WORK INSTRUCTIONS: Only the lines that hold the word "center" are wanted from this listing.

RECORDS PROVIDED:
........

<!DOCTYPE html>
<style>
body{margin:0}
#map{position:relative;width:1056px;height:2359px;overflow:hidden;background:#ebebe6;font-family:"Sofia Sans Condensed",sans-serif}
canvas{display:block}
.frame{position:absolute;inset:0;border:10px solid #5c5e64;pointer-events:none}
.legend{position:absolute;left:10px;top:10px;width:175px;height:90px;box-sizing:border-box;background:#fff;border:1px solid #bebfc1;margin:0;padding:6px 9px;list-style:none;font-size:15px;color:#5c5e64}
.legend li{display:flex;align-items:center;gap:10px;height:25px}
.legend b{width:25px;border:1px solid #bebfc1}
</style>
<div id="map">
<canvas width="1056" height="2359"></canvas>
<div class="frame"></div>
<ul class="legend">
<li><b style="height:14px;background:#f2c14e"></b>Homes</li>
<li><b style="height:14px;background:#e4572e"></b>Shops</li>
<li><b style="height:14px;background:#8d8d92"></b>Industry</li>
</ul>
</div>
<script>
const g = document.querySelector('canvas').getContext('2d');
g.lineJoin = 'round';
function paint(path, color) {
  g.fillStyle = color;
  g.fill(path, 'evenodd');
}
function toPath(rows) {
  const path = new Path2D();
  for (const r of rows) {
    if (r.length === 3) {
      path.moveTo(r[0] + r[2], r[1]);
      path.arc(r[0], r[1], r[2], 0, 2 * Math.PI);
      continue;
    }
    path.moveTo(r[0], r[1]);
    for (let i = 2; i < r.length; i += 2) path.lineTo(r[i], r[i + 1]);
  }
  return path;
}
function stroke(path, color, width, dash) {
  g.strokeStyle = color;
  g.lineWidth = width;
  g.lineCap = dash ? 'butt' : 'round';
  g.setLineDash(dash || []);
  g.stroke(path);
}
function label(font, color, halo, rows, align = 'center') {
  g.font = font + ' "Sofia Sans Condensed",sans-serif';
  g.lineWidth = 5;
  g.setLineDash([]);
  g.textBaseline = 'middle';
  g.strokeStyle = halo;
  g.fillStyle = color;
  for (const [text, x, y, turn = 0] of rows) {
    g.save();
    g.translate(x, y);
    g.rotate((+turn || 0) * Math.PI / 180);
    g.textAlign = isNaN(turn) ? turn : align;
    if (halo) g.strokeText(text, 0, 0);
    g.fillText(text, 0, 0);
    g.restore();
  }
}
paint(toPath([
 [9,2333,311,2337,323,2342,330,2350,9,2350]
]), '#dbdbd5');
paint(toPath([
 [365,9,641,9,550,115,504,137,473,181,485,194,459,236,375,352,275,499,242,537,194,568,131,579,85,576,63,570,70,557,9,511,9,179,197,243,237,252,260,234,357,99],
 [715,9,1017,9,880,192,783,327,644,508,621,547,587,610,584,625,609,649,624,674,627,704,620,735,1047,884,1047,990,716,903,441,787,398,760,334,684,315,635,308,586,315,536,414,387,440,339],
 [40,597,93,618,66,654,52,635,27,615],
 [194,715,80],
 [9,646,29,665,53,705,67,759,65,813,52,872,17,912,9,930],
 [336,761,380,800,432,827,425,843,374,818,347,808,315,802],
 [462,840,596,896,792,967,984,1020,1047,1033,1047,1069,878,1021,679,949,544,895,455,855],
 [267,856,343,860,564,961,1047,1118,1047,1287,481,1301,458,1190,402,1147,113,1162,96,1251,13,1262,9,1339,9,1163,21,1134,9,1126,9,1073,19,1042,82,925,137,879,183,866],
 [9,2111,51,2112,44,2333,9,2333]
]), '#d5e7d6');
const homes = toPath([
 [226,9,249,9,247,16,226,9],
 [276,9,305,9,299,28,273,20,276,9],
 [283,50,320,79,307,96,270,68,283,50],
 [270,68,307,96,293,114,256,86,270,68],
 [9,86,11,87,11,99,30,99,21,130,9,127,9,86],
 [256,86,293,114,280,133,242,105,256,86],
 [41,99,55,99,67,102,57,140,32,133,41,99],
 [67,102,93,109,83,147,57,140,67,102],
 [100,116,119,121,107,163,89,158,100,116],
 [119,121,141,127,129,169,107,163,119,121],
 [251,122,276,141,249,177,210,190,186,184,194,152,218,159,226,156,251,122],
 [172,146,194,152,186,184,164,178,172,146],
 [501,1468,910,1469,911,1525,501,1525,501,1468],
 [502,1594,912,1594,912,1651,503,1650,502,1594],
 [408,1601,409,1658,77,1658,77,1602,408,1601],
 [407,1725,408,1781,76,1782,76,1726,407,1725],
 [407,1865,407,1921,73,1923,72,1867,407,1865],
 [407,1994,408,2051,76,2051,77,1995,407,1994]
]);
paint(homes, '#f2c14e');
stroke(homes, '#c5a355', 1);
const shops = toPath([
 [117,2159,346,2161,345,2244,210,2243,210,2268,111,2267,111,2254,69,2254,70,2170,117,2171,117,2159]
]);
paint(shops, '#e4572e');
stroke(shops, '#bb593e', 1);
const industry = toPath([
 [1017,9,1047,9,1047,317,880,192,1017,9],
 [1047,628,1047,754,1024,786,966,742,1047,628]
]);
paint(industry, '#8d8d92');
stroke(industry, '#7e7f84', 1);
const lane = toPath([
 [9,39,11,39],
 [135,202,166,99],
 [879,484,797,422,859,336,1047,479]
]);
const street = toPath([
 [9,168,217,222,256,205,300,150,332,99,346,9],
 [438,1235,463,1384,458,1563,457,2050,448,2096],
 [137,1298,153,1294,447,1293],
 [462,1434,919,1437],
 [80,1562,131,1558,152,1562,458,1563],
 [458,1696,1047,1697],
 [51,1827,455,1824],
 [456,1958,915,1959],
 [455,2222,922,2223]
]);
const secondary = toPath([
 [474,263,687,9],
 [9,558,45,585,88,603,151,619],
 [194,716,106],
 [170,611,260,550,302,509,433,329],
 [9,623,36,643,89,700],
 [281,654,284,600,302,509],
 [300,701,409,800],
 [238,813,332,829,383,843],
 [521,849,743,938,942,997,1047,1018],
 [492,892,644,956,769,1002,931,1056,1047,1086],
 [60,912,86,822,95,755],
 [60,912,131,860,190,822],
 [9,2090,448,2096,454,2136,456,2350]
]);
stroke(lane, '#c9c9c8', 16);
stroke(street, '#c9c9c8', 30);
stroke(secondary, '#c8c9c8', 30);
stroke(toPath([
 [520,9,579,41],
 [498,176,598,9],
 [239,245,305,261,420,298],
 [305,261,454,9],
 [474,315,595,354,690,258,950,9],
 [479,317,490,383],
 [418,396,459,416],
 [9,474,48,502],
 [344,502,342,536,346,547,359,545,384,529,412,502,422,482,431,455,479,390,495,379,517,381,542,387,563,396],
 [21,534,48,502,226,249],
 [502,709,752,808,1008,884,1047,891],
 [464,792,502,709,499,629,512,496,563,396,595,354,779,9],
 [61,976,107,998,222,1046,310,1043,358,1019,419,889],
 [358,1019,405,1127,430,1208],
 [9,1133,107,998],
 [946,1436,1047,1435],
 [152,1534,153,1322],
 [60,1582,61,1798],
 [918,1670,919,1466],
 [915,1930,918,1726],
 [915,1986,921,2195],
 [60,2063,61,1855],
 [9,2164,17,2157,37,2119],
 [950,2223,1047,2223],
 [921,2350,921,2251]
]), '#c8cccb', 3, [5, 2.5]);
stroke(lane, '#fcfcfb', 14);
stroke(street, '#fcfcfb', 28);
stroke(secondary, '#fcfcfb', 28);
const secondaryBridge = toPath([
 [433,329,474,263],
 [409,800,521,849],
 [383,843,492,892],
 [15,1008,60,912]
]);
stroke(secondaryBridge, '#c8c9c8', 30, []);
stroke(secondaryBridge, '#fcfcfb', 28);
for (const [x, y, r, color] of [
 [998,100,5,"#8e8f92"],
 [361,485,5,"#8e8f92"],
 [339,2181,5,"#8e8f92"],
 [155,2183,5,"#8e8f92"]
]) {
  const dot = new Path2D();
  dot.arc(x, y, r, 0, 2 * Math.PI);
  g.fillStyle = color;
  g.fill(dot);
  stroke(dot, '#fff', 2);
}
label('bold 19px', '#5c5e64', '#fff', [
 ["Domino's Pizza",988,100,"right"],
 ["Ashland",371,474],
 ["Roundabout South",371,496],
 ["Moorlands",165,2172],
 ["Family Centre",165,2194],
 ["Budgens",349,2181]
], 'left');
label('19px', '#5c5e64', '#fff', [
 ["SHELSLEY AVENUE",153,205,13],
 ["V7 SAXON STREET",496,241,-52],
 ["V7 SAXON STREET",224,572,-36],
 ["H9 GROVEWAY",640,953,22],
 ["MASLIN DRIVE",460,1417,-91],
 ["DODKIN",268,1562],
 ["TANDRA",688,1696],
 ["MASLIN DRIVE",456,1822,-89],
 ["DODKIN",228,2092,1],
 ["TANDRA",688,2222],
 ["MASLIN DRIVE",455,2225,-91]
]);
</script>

........

RESULT OF THIS TASK:
.legend li{display:flex;align-items:center;gap:10px;height:25px}
function label(font, color, halo, rows, align = 'center') {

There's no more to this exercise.